Nilas Mutter Leyla lacht oft in diesem Film, aber manchmal kann sie ihre Tränen nicht zurückhalten. Zum Beispiel, wenn sie vom Gericht erzählt. Ungestraft habe sie der Kindsvater dort eine Hure nennen dürfen. Und der Richter sagte, ihre Tochter sei ein Bastard. Trotzdem zieht Leyla immer wieder vor den Kadi, mit drei verschiedenen Richtern hatte sie es bereits zu tun. Ihre Hartnäckigkeit und innere Überwindung zahlen sich letztlich aus. Kurz vor Nilas siebtem Geburtstag ergeht aufgrund eines DNA-Tests das Urteil, dass der Mann aus der Zeitehe zweifellos der Vater ist. Nila darf mit den anderen Kindern zur Schule gehen.

Was dort nun passiert, erleben wir Zuschauenden dank heimlicher Aufnahmen hautnah mit, während wir zuvor die Szenen aus der Justiz nur aus Leylas Schilderungen kennenlernten. Aus dem Unterricht wird nämlich vorerst nichts, Leyla soll plötzlich eine Sorgerechtsbescheinigung beibringen, die nur der Vater unterschreiben kann, der sein Kind sieben Jahre verleugnet und noch nie gesehen hat. Die Mutter wird von einem Amt zum nächsten geschickt. Es ist ein Hürdenlauf, wie ihn Franz Kafka kaum grotesker hätte erfinden können. Um ihn in allen Einzelschritten mit versteckter Kamera dokumentieren zu können, riskierten die Filmemacherin und die Beteiligten „mehr als ihre Freiheit“, wie es im Vorspann heißt.

Nicht jeder Winkelzug der überbordenden Bürokratie lässt sich allerdings aus westlicher Laiensicht nachvollziehen.

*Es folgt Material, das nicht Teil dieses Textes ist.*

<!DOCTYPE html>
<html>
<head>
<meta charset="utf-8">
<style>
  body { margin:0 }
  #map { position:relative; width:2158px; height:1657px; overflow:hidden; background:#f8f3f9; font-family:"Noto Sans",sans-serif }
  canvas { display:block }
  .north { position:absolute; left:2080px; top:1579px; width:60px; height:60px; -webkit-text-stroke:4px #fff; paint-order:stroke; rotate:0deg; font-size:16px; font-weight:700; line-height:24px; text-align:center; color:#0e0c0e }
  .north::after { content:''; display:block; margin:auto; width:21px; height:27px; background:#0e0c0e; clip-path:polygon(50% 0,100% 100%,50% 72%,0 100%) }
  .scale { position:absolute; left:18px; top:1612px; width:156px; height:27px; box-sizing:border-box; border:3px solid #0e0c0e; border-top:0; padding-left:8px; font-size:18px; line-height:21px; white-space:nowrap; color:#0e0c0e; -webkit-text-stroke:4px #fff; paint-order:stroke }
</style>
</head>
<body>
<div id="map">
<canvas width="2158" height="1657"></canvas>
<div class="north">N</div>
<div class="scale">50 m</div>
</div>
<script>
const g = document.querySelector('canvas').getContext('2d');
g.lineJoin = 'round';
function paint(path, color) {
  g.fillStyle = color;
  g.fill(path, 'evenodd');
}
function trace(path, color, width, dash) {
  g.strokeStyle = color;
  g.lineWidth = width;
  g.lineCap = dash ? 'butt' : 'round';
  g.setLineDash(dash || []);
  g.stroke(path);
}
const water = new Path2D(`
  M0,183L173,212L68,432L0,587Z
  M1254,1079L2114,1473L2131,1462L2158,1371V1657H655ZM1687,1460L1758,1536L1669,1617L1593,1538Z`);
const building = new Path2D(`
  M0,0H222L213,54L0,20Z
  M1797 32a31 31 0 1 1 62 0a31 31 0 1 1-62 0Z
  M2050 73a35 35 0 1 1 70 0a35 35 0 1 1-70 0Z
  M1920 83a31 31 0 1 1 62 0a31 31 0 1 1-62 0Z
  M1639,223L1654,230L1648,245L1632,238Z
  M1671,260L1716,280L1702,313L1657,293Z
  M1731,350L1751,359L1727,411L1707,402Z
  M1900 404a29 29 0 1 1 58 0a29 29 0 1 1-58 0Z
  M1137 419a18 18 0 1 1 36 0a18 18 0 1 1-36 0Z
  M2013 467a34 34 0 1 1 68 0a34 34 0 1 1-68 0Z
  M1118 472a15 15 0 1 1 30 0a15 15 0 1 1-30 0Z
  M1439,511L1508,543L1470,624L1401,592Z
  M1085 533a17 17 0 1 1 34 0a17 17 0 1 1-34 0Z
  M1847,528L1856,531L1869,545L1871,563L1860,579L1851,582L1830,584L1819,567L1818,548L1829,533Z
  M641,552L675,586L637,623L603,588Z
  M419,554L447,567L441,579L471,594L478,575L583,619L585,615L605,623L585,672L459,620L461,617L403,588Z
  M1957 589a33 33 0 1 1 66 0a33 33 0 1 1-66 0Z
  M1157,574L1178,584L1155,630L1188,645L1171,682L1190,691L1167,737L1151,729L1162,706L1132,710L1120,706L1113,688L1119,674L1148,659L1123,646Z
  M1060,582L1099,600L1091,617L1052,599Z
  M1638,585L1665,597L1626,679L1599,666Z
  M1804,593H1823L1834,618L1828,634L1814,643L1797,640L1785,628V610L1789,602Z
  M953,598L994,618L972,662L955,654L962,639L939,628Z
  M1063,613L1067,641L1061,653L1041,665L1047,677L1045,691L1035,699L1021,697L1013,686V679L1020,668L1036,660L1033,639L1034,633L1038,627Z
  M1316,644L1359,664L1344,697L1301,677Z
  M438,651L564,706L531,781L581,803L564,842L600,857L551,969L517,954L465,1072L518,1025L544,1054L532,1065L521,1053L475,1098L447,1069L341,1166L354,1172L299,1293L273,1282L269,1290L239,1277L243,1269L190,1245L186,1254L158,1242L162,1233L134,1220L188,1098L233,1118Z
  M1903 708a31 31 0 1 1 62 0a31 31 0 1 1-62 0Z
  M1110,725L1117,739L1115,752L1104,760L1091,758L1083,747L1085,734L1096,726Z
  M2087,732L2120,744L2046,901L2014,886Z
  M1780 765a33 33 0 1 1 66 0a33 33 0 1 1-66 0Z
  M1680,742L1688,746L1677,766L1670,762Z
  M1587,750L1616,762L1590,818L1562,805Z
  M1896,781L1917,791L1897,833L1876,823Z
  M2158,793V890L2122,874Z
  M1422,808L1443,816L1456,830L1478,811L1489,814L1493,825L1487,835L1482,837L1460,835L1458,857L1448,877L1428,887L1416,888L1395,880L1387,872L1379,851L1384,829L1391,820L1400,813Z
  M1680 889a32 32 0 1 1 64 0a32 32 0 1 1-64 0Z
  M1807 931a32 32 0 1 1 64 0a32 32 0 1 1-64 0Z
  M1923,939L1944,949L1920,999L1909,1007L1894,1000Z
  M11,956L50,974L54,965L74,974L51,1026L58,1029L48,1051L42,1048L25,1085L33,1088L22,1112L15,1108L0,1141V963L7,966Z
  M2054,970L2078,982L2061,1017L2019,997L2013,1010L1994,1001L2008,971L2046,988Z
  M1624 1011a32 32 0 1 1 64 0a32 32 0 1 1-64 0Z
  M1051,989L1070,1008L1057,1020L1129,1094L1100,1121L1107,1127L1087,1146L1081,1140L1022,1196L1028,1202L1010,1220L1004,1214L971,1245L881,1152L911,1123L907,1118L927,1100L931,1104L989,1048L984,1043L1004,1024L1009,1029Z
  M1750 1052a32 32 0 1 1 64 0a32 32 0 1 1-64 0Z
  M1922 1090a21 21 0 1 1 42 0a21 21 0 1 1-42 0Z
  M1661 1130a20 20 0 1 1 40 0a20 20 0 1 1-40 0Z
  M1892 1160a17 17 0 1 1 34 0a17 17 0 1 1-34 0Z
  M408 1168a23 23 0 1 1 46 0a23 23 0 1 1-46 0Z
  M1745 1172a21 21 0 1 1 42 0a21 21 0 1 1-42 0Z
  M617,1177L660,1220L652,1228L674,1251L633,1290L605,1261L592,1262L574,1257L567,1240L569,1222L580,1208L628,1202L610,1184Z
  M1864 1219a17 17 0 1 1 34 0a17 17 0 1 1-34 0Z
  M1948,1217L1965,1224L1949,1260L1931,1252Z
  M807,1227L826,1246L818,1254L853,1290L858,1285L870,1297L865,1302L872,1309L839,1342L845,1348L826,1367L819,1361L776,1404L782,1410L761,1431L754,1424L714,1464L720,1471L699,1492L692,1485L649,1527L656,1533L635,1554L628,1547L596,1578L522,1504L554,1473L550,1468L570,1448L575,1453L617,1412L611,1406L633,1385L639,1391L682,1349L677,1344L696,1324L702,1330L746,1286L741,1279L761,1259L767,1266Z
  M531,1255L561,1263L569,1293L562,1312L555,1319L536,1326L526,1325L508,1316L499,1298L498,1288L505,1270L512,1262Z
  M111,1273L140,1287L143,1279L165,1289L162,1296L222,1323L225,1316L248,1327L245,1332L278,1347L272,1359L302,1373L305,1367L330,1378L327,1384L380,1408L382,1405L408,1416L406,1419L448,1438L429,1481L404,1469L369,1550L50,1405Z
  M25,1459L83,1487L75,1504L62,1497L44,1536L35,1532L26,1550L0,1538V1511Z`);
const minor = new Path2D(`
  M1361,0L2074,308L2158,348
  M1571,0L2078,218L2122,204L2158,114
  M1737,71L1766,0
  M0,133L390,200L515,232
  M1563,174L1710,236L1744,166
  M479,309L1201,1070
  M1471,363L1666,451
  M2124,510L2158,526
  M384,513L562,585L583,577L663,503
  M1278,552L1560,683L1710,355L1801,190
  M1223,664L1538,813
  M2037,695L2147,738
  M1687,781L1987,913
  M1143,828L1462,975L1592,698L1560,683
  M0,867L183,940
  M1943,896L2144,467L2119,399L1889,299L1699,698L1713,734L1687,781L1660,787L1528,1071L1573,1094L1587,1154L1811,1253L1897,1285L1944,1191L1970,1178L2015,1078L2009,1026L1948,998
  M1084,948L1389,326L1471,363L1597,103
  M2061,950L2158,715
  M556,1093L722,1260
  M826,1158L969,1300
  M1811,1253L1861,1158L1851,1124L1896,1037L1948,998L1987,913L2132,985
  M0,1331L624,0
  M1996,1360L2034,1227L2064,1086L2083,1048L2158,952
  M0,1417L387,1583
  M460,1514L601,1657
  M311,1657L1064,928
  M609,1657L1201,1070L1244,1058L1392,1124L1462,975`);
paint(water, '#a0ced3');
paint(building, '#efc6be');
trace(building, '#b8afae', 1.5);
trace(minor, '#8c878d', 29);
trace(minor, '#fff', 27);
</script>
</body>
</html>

Hier hätte es dem Film gutgetan, wenn Regisseurin Niloufar Taghizadeh, die ebenfalls in Maschhad aufgewachsen ist und eine Mitschülerin von Leyla war, das Geschehen durch Kommentare eingeordnet hätte. In anderen Momenten jedoch überzeugt das Konzept der mutigen und frauenpolitisch wichtigen Dokumentation. Vor allem dann, wenn sie der faktisch erschütternden Realität die Lebensfreude von Mutter und Tochter entgegenstellt, eingefangen in poetischen Stadtaufnahmen von glitzernden Lichtermeeren, bunten Drachen am Himmel und den Träumen vom Fliegen, die den Film wie einen roten Faden durchziehen. Nicht als Opfer wollte die Regisseurin Leyla und Nila zeigen, sondern als humorvolle Menschen, deren Hoffnungen und Sehnsüchte sie gestärkt aus Diskriminierung und Anfeindung hervorgehen lassen. Davon können wir uns hier im verwöhnten Westen wohl eine Scheibe abschneiden.

Nilas Traum im Garten Eden (2023)

Leyla und ihre sechsjährige Tochter Nila sind unzertrennlich. Doch Nila stammt aus einer sogenannten „Ehe auf Zeit“, die ihren rechtlichen Status im Unklaren belässt und sie davon abhält, die Schule zu besuchen. Doch Leyla kämpft unermüdlich um das Sorgerecht ihrer Tochter.